• _DIRECTIONS_
Whenever a line below mentions the word "display", that line should be copied.

• _GIVEN INFORMATION_

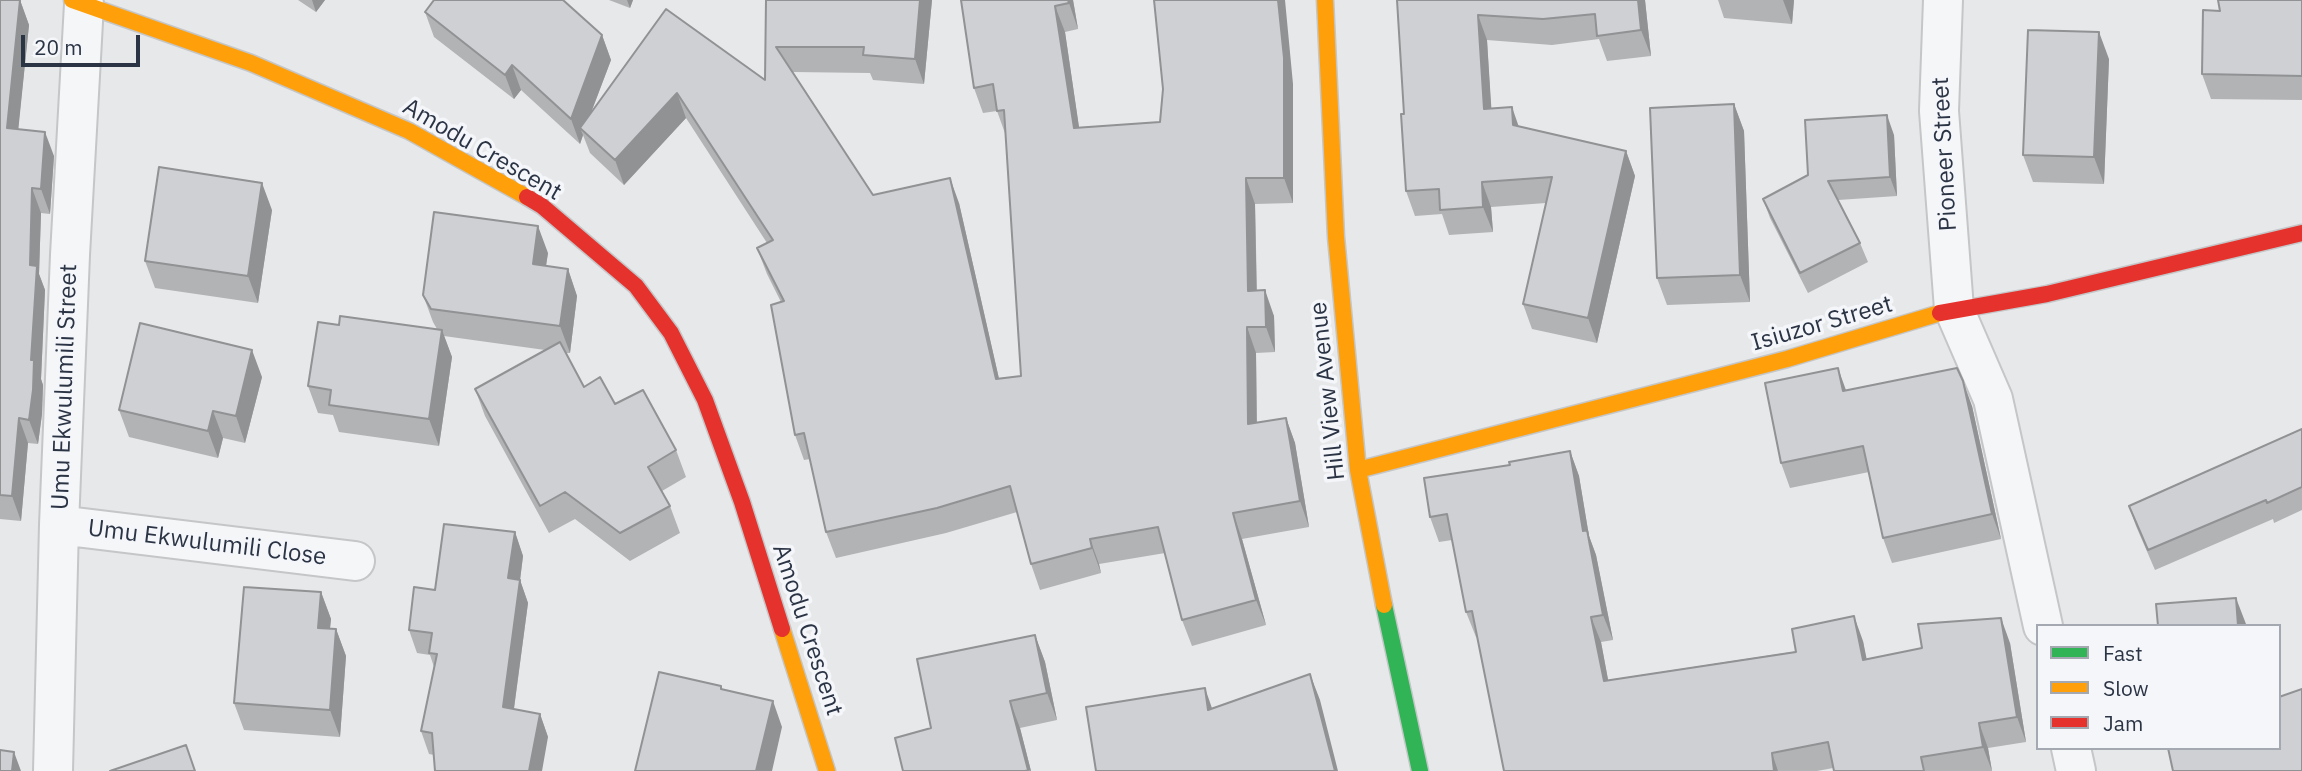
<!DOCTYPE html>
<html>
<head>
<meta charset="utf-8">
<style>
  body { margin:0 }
  #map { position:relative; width:2302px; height:771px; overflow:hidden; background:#e6e8ea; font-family:"IBM Plex Sans",sans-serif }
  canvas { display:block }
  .legend { position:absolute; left:2036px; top:624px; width:245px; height:126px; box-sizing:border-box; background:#f4f6f9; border:2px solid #a4a8b1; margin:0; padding:9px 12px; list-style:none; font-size:21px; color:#2b3445 }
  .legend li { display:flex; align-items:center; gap:14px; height:35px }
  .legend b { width:35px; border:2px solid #a4a8b1 }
  .scale { position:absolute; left:21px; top:35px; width:119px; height:32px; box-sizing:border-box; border:4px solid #2b3445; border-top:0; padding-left:9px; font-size:21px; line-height:24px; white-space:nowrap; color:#2b3445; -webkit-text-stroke:5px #f4f6f9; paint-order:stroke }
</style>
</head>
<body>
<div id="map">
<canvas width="2302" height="771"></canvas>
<ul class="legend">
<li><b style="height:9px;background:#30b455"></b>Fast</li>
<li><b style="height:9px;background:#ff9f0a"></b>Slow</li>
<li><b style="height:9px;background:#e5322d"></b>Jam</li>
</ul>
<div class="scale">20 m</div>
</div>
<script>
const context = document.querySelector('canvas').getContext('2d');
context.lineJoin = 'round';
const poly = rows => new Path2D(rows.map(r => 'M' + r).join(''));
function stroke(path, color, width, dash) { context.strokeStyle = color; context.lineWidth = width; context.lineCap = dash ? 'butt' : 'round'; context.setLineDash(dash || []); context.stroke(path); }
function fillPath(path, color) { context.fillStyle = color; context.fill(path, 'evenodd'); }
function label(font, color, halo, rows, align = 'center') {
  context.font = font + ' "IBM Plex Sans",sans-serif'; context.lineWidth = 7; context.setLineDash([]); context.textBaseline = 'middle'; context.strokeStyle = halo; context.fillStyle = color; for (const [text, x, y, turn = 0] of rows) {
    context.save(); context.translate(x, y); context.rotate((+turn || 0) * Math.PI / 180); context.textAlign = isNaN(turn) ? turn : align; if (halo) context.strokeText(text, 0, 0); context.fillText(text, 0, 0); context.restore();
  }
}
const street = poly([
  [1943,0,1939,111,1954,309,1993,399,2043,626],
  [59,525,355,561],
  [2071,748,2076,771],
  [53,771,59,525,70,255,84,4]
]);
const fast = poly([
  [1384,605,1420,771]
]);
const slow = poly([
  [72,0,251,63,409,131,527,197],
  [1325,0,1336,237,1358,470,1384,605],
  [1358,470,1787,359,1940,313],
  [782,629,827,771]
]);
const jam = poly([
  [527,197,542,206,636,286,671,333,705,400,742,502,782,629],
  [1940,313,2047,294,2302,233]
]);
stroke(street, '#c4c6c8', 42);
stroke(fast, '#c4c6c8', 19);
stroke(slow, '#c4c6c8', 19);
stroke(jam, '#c4c6c8', 19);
stroke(street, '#f5f6f7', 38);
stroke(fast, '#30b455', 16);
stroke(slow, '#ff9f0a', 16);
stroke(jam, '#e5322d', 16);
fillPath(poly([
  [0,0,20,0,29,25,18,129,54,156,50,214,41,213,39,274,45,290,41,379,43,385,42,414,38,444,28,443,21,521,0,519],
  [298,0,325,0,316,12],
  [609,0,633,0,630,8],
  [766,0,932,0,924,84,873,80,870,73,793,72,873,195,959,203,999,379,1021,376,1006,136,997,111,983,113,974,88,961,0,1073,0,1078,29,1065,32,1079,128,1160,122,1293,84,1293,203,1255,204,1257,290,1274,316,1275,352,1256,353,1257,423,1286,418,1295,443,1309,527,1242,539,1266,625,1192,646,1182,620,1165,553,1099,564,1101,573,1040,590,1031,564,1017,512,946,533,836,558,826,532,810,459,804,460,795,435,781,302,767,274,757,248,767,243,686,118,624,185,590,153,583,135,580,144,521,90,514,99,434,37,425,12,602,35,611,60,591,113,666,9,765,80],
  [1397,0,1645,0,1651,56,1607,61,1599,39,1552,45,1487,40,1491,109,1519,127,1626,151,1635,176,1597,343,1532,329,1523,304,1546,203,1491,207,1493,232,1449,235,1442,214,1415,216,1406,191,1404,114],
  [1718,0,1794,0,1792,24,1724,18],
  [2302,0,2302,100,2211,99,2202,74,2220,11],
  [2109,59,2104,184,2033,182,2023,155],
  [1734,104,1744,131,1750,302,1667,305,1657,278],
  [1894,135,1897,196,1838,200,1860,243,1868,262,1808,293,1770,218,1763,199,1808,175],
  [272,210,258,303,155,288,145,261],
  [548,253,546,266,568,269,577,296,570,353,566,353,584,387,615,404,676,450,686,477,662,491,670,506,680,533,630,561,575,519,549,533,485,416,475,389,545,350,444,336,452,357,439,446,339,432,333,415,318,413,308,386,339,325,437,329,433,322,423,295],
  [262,377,245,443,223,438,218,458,129,437,119,410],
  [1846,391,1972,406,2001,539,1892,563,1883,538,1869,472,1790,488,1781,463],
  [2302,429,2302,510,2274,523,2273,519,2155,570,2136,526,2129,506],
  [1570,451,1579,476,1589,536,1596,555,1613,640,1601,642,1608,680,1863,641,1866,659,2010,643,2026,742,1988,748,1992,771,1834,771,1833,768,1817,771,1504,771,1477,637,1476,637,1466,612,1452,540,1439,542,1430,517,1510,465],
  [515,532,523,556,520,580,528,603,514,709,540,714,548,737,434,755,429,754,421,731,434,667,430,655,417,653,409,630,435,590],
  [321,592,331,619,330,629,336,629,346,656,340,737,244,730,234,703],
  [1035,635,1045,662,1057,720,1020,728,1031,771,903,771]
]), '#b1b3b5');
fillPath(poly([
  [20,0,29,25,16,152,7,128],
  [312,0,325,0,316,12],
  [627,0,633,0,630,8],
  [920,0,932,0,924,84,915,59],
  [1068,0,1073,0,1078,29,1069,3],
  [1278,0,1285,0,1293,84,1293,203,1284,178],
  [1638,0,1645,0,1651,56,1641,30],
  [1783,0,1794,0,1792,24],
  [1055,6,1065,32,1083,154,1074,128],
  [1478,15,1487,40,1493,134,1484,109],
  [2099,32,2109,59,2104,184,2094,157],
  [602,35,611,60,584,131,580,128,583,135,580,144,571,119],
  [512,65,521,90,514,99,505,75],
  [677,93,686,118,624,185,615,160],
  [1734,104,1744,131,1750,302,1740,275],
  [1512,107,1521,133,1513,125],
  [1887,115,1894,135,1897,196,1890,177],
  [45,132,54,156,50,214,41,189],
  [1626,151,1635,176,1597,343,1588,318],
  [950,178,959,203,1005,405,996,379],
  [1246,178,1255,204,1257,316,1248,291],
  [1482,182,1491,207,1493,232,1483,207],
  [262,183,272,210,258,303,248,276],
  [32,188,41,213,39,274,45,290,41,379,43,385,42,414,38,444,29,420,31,360,30,265],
  [538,226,548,253,542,291,533,264],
  [568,269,577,296,570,353,560,326],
  [1265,290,1274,316,1275,352,1266,327],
  [1247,327,1256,353,1257,450,1248,424],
  [442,330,452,357,439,446,429,419],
  [252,350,262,377,245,443,236,416],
  [1838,368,1847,393,1843,391],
  [1963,381,1972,406,2001,539,1992,514],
  [213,411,223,438,218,458,208,431],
  [19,418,28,443,21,521,12,496],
  [1286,418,1295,443,1309,527,1300,501],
  [1570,451,1579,476,1589,536,1596,555,1613,640,1603,615,1583,531],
  [1233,513,1242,539,1266,625,1256,600],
  [515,532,523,556,520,580,528,603,511,730,503,707,508,578],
  [1090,539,1099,564,1101,573,1092,548],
  [321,592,331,619,327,655,318,628],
  [2236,598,2246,624,2246,626,2238,626],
  [1854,616,1863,641,1872,685,1863,660],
  [1591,617,1601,642,1613,706,1604,681],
  [2001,618,2010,643,2026,742,2017,717],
  [336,629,346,656,340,737,330,710],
  [1035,635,1045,662,1057,720,1047,693],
  [1310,674,1320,700,1338,771,1335,771],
  [1205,688,1214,714,1208,710],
  [773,701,782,727,772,771,756,771],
  [1010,701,1020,728,1031,771,1028,770],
  [540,714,548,737,542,771,529,771],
  [1979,723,1988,748,1992,771,1983,747],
  [14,752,21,771,12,771],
  [1772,753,1778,771,1774,771]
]), '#909294');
const building = poly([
  [0,0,20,0,7,128,45,132,41,189,32,188,30,265,37,266,31,360,34,360,33,390,29,420,19,418,12,496,0,495,0,0],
  [434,0,563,0,602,35,571,119,512,65,505,75,425,12,434,0],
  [766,0,920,0,915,59,863,55,864,47,776,47,873,195,950,178,996,379,1021,376,1004,110,997,111,993,84,974,88,961,0,1068,0,1069,3,1055,6,1074,128,1160,122,1163,89,1154,0,1278,0,1284,58,1284,178,1246,178,1248,291,1265,290,1266,327,1247,327,1248,424,1286,418,1300,501,1233,513,1256,600,1182,620,1158,527,1090,539,1092,548,1031,564,1010,486,937,508,826,532,804,433,795,435,771,305,784,301,757,248,773,240,677,93,615,160,580,128,666,9,765,80,766,0],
  [1397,0,1638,0,1641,30,1597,36,1595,14,1543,19,1478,15,1484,109,1512,107,1513,125,1626,151,1588,318,1523,304,1552,177,1482,182,1483,207,1440,210,1439,189,1406,191,1401,114,1404,114,1397,0],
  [2218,0,2302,0,2302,76,2202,74,2203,10,2220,11,2218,0],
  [2028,30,2099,32,2094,157,2023,155,2028,30],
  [1734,104,1740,275,1657,278,1650,108,1734,104],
  [1887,115,1890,177,1828,181,1860,243,1800,273,1763,199,1808,175,1805,120,1887,115],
  [159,167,262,183,248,276,145,261,159,167],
  [434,212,538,226,533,264,568,269,560,326,431,309,423,295,434,212],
  [340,316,442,330,429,419,329,405,331,390,308,386,318,322,339,325,340,316],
  [140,323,252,350,236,416,213,411,208,431,119,410,140,323],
  [560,342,584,387,600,377,615,404,643,390,676,450,648,467,670,506,620,533,565,492,540,506,475,389,560,342],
  [1838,368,1843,391,1957,368,1963,381,1992,514,1883,538,1863,446,1781,463,1765,383,1838,368],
  [2302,429,2302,487,2267,503,2266,500,2148,550,2129,506,2302,429],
  [1570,451,1583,531,1587,530,1603,615,1591,617,1604,681,1796,652,1792,629,1854,616,1863,660,1922,648,1918,624,2001,618,2017,717,1979,723,1983,747,1921,757,1924,771,1834,771,1828,742,1772,753,1774,771,1504,771,1472,611,1466,612,1447,514,1430,517,1424,478,1510,465,1509,462,1570,451],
  [444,524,515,532,508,578,520,580,503,707,540,714,529,771,435,771,432,733,421,731,437,654,429,653,432,633,409,630,414,587,435,590,444,524],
  [244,587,321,592,318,628,336,629,330,710,234,703,244,587],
  [2236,598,2238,626,2158,626,2156,604,2236,598],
  [1035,635,1047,693,1010,701,1028,770,1025,771,903,771,895,738,931,728,917,659,1035,635],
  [659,672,721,686,721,689,773,701,756,771,635,771,659,672],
  [1310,674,1335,771,1096,771,1086,707,1205,688,1208,710,1310,674],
  [2302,689,2302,771,2173,771,2168,748,2279,748,2279,697,2302,689],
  [186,745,195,771,110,771,186,745],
  [0,750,14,752,12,771,0,771,0,750]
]);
fillPath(building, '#ced0d3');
stroke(building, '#909294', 2);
label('24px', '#2b3445', '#f4f6f9', [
  ["Amodu Crescent",482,150,30],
  ["Pioneer Street",1945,154,-93],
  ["Isiuzor Street",1822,324,-16],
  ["Umu Ekwulumili Street",65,387,-88],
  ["Hill View Avenue",1328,391,-96],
  ["Umu Ekwulumili Close",207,543,7],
  ["Amodu Crescent",807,630,72]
]);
</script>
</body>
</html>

• _SOLUTION_
  canvas { display:block }
  .legend li { display:flex; align-items:center; gap:14px; height:35px }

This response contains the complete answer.